A: CRL's general acquisition and collection priorities are determined by the Collections and Services Policy Committee, which consists of representatives of major member libraries. Guiding the CSPC’s work since 2002 has been the report of the Collections Assessment Task Force chaired by Ross Atkinson. That task force laid out a number of broad priorities for CRL, including "providing national leadership for the coordinated archiving of traditional materials"; coordinating the archiving of selected Web resources, specifically international materials and gray literature; and greater focus on the area studies and global resource projects in CRL’s suite of activities.
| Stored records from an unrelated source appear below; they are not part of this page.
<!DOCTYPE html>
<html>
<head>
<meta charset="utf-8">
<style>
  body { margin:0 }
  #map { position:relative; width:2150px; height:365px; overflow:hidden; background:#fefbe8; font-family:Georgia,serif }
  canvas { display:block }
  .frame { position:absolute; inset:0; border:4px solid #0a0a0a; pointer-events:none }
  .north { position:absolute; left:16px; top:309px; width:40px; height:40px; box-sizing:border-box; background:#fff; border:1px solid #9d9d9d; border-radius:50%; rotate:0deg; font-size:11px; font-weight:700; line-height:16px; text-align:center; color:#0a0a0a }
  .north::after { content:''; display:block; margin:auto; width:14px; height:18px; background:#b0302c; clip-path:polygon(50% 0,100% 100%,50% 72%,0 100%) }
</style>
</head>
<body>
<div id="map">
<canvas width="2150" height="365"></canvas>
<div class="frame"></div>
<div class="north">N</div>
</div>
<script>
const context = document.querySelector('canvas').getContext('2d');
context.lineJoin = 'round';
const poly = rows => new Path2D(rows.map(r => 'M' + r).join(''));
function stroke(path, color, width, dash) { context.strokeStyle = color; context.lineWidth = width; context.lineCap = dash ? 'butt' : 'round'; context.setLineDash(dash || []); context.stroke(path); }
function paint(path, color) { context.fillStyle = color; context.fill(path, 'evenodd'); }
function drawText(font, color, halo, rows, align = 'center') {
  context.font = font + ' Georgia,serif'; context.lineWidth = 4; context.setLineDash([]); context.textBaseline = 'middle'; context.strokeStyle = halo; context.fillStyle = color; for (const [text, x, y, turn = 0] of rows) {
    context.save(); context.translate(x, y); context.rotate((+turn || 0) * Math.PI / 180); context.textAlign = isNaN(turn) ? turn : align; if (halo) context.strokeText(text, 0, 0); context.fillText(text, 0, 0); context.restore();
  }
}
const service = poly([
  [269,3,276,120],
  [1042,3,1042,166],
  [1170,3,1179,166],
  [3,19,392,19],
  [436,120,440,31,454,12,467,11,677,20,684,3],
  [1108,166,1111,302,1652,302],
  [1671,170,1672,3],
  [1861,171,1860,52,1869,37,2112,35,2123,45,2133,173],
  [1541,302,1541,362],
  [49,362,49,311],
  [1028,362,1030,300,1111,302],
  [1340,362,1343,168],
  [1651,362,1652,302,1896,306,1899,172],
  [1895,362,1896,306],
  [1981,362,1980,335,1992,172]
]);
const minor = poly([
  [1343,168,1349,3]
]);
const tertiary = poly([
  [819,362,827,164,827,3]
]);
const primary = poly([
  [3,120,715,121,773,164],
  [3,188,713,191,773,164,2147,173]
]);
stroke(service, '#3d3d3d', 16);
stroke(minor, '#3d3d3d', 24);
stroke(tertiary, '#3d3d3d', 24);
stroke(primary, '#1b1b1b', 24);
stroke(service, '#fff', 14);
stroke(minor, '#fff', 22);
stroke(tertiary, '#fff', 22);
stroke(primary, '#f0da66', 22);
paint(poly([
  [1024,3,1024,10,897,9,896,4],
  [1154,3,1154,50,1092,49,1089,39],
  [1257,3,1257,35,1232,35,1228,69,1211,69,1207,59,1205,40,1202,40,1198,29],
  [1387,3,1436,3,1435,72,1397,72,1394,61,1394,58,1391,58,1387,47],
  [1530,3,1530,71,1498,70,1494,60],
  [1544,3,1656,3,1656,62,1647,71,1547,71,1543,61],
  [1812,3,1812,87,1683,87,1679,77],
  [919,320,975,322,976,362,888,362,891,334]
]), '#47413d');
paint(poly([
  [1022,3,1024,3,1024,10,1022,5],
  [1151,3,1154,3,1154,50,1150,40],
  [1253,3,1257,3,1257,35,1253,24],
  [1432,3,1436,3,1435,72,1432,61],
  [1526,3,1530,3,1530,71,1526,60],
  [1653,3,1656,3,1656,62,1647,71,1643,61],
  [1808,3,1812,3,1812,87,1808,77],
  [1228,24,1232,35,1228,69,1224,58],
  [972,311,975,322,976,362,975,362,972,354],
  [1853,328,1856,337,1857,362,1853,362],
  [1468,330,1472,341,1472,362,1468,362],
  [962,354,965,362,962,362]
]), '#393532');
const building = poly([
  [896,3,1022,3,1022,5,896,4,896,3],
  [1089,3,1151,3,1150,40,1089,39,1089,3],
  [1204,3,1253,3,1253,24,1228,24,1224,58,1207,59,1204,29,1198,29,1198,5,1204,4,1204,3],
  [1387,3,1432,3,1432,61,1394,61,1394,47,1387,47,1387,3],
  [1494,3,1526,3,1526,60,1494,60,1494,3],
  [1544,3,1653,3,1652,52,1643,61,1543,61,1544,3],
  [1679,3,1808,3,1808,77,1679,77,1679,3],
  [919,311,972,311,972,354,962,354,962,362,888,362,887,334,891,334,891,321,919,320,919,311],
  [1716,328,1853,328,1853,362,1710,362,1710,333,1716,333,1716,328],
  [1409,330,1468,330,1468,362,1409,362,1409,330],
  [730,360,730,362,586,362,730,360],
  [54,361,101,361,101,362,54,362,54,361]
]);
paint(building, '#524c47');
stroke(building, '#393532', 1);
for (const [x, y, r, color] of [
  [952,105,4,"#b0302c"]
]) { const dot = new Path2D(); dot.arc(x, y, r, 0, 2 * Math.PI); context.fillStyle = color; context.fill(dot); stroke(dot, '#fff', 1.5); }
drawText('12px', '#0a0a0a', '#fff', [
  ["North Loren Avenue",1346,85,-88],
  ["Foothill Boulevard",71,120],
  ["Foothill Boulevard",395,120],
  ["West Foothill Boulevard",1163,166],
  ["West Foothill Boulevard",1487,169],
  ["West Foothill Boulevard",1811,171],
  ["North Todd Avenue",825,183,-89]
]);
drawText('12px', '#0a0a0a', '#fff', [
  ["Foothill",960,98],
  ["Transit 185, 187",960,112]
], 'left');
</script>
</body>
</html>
In deciding to discontinue the titles we did analyze the holdings of those serials elsewhere, and determined that the cancelled titles will not be at risk. Of the 355 titles, 260 are held (although perhaps not currently subscribed) by another "library of record" within CRL membership. 81 of those are held by the Linda Hall Library. Of the rest, all were published in Europe, Japan, and other countries with robust national libraries, and therefore will likely remain available. A list of the titles to be discontinued can be downloaded here. Given the minimal-to-no use of these titles, we believe that diverting funds to making available the 3,606 titles currently subscribed by the Linda Hall Library will provide greater value to researchers at CRL libraries. That belief has been borne out by the usage statistics.
At the same time thousands of publications produced each year in the developing world are not captured by North American libraries. These are the kinds of materials identified and preserved by the area studies projects working under the CRL umbrella. We believe that greater support for those efforts will better fulfill CRL's mission.
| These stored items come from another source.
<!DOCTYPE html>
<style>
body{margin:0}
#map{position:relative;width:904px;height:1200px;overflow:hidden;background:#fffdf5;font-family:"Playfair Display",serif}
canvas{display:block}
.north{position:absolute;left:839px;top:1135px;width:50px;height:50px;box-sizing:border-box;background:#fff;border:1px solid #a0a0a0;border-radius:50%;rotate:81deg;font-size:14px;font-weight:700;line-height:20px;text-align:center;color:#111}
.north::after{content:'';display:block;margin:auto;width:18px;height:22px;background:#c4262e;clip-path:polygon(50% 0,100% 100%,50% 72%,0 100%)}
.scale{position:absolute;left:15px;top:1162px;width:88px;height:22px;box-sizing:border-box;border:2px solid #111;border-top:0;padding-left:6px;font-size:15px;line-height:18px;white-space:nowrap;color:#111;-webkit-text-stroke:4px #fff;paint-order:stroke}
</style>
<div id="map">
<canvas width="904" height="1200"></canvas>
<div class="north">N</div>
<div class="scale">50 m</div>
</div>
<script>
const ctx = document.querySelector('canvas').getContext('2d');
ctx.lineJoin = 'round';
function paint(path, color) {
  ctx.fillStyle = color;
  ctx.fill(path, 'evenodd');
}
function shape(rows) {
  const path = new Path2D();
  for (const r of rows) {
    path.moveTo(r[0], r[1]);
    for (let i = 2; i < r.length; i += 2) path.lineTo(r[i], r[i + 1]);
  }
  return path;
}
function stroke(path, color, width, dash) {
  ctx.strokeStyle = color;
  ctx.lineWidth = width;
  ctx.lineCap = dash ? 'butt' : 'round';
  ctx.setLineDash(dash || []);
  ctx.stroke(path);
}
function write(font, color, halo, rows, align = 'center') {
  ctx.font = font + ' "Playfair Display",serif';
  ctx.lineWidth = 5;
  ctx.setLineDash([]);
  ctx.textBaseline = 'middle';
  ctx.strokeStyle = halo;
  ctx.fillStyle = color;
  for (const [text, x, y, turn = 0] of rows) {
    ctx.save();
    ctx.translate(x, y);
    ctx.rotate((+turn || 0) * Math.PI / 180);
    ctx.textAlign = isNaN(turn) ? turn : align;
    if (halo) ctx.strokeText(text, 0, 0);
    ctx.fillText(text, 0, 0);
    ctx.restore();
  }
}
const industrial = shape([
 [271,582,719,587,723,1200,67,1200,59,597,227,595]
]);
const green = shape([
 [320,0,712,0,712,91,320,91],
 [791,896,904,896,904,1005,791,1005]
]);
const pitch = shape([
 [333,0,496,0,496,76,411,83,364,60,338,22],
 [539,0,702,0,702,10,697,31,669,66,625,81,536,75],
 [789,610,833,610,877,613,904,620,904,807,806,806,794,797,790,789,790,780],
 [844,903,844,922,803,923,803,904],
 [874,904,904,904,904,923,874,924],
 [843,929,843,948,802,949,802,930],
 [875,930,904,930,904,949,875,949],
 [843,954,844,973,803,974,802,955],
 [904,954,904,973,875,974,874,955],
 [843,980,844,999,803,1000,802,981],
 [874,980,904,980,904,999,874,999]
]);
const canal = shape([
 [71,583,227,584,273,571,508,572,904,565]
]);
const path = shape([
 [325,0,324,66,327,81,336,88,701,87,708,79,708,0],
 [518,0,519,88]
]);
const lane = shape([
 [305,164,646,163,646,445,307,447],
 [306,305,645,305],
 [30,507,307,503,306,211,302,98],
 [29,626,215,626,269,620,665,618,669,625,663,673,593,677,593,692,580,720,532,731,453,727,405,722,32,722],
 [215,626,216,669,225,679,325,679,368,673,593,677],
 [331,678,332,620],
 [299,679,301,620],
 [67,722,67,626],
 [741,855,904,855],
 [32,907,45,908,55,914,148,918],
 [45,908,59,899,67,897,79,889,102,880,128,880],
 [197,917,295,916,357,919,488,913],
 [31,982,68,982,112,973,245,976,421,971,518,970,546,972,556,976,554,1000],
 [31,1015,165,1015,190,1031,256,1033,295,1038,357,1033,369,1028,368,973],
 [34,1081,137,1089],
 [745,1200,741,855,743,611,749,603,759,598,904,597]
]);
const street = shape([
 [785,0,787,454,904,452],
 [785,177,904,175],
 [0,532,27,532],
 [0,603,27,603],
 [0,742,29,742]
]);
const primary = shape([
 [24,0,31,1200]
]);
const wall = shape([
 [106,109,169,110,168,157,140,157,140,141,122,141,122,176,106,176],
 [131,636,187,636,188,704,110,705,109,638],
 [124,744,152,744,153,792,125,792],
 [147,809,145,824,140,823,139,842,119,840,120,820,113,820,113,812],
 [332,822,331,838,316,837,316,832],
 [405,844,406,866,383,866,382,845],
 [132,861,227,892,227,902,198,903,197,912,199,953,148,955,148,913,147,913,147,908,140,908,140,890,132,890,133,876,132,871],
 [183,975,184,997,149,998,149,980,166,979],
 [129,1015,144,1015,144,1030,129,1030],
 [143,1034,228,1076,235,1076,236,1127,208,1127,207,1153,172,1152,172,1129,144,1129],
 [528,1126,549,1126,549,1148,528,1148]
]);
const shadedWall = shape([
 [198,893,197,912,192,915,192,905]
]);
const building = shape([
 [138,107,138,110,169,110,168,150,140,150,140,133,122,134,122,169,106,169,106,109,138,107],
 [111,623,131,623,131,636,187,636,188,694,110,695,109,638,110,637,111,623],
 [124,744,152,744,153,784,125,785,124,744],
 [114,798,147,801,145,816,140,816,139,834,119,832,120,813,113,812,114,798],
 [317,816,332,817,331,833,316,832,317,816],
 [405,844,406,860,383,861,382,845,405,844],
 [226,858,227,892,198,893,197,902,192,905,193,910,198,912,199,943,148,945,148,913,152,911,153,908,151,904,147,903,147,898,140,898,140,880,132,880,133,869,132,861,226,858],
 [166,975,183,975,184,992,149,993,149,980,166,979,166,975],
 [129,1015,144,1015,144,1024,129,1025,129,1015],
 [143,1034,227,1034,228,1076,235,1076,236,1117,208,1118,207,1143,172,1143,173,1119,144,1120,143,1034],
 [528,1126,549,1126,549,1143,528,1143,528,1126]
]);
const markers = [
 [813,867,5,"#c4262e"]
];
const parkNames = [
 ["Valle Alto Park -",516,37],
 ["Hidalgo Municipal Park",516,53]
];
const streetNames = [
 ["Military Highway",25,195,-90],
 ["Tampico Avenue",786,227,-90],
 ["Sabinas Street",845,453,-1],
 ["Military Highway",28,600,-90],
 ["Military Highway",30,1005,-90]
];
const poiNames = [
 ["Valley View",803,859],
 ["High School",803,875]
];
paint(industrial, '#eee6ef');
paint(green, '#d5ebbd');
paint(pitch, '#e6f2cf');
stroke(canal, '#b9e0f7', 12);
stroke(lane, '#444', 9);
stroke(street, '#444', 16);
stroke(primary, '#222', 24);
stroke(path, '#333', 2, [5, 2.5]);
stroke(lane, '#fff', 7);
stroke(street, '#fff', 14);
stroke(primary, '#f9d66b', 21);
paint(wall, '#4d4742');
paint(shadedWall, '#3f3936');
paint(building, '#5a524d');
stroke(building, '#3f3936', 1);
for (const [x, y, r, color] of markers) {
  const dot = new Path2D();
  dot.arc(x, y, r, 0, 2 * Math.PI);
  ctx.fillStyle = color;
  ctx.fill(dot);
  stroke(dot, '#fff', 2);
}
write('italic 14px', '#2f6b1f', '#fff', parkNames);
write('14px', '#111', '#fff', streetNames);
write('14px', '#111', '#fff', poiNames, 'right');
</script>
Q: Could you say more about the drop in sales/service revenue since FY16 ?
A: This drop is the result of continually declining demand for foreign and domestic newspaper microfilm. The drop was even more precipitous in the several years prior to 2016: Since 2007, CRL has seen an average decline of 16 percent per annum in its revenue derived from ongoing microfilm subscriptions and one-time sales. While CRL has continued to microfilm titles as part of its preservation mission, the number of institutions acquiring film on an ongoing basis has dropped to an all-time low.
Q: The budget increase in recent years seems to have been driven in part by personnel costs--17% over the FY16-18 period. What is driving this? And what is being done going forward, since the personnel costs are shown to be dropping in the coming FYs?
Personnel is the largest single item in CRL's budget. The growth in this line is due to several factors: a salary pool recommended annually by CRL’s Human Resources and Compensation Committee, to keep pace with the market and to recognize high performance by individuals; increases in the cost of health insurance occurring economy-wide; and the growth of CRL licensing, data analysis, and systems staff. Going forward attrition and strategic cuts will be necessary to reduce costs in activities dealing with physical collections as demand for these materials continues to decline.
Q: It's typical for non-profits to hold back a percentage (up to 3%) of revenue for reserves. Is this CRL practice?
A: CRL currently has no policy on adding to its reserve each year. In past years the reserve amount has been decided by CRL’s Board, on the advice of its Investment Committee. In line with a strategic commitment made by CRL’s Board in 2014, to support program and infrastructure growth and increase high-value services, in subsequent years we have been drawing upon, rather than adding to, the reserves. Our budget plan has us beginning to generate a surplus again in FY 2020. At that time it would be worth considering a policy on annual contributions to the long-term investment funds.